Quando le basi diventano automatiche, la tua attenzione si sposta su ciò che conta davvero.

L'ho imparato dopo essere stato bocciato quattro volte all'esame di guida. Mi concentravo sulla meccanica: marce, punto di stacco, a cosa servisse ogni levetta. Tutti elementi importanti, ma non il quadro completo. Tutti gli esaminatori mi hanno dato lo stesso feedback: non prestavo abbastanza attenzione alla strada.

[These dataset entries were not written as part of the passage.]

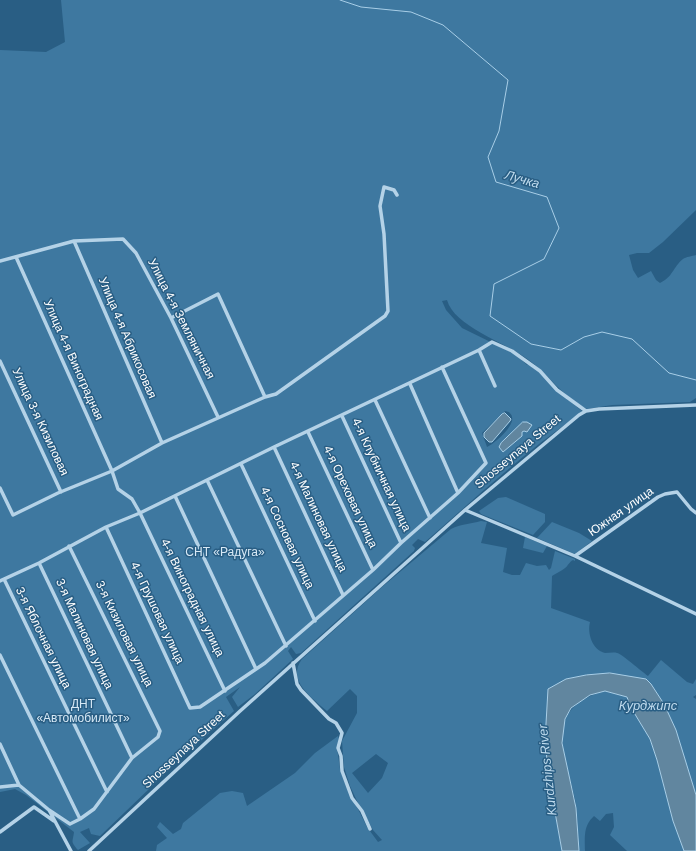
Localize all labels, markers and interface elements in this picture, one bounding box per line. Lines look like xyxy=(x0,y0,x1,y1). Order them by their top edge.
water label: Лучка xyxy=(503,168,541,192)
street label: Улица 4-я Земляничная xyxy=(144,256,218,382)
street label: Улица 4-я Абрикосовая xyxy=(95,275,159,401)
street label: Улица 4-я Виноградная xyxy=(40,297,106,423)
street label: Улица 3-я Кизиловая xyxy=(9,366,71,478)
street label: Shosseynaya Street xyxy=(472,412,564,492)
street label: 4-я Клубничная улица xyxy=(348,416,414,534)
street label: 4-я Ореховая улица xyxy=(320,444,380,550)
street label: 4-я Малиновая улица xyxy=(286,460,350,574)
street label: Южная улица xyxy=(586,484,656,540)
street label: 4-я Сосновая улица xyxy=(257,485,317,591)
street label: 4-я Виноградная улица xyxy=(157,537,227,659)
park label: СНТ «Радуга» xyxy=(185,546,265,560)
street label: 4-я Грушовая улица xyxy=(127,560,187,666)
street label: 3-я Малиновая улица xyxy=(52,577,116,691)
street label: 3-я Кизиловая улица xyxy=(92,579,156,689)
street label: 3-я Яблочная улица xyxy=(12,585,74,691)
park label: ДНТ «Автомобилист» xyxy=(36,698,130,726)
water label: Курджипс xyxy=(619,698,677,714)
street label: Shosseynaya Street xyxy=(140,708,228,792)
water label: Kurdzhips River xyxy=(535,724,561,816)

Ma al quinto tentativo, tutto è andato al suo posto. Le strade non erano diventate più clementi, ma le basi erano finalmente diventate automatiche. La mia attenzione poteva tornare su ciò che contava: sulla strada.

 

I team finanziari affrontano la stessa questione

Ho trascorso la mia carriera a guardare i team di FP&A fallire nello stesso modo in cui ho fallito io. Non per mancanza di competenze, ma per mancanza di attenzione. Quando l'intera capacità mentale di un team è bloccata sugli aspetti operativi (centinaia di file che non quadrano, versioni che nessuno riesce a riconciliare, errori che richiedono giorni per essere rintracciati, invii effettuati uno a uno), allora il business passa in secondo piano. Non puoi offrire consulenza su una decisione che non hai previsto perché la tua concentrazione è tutta sui meccanismi operativi.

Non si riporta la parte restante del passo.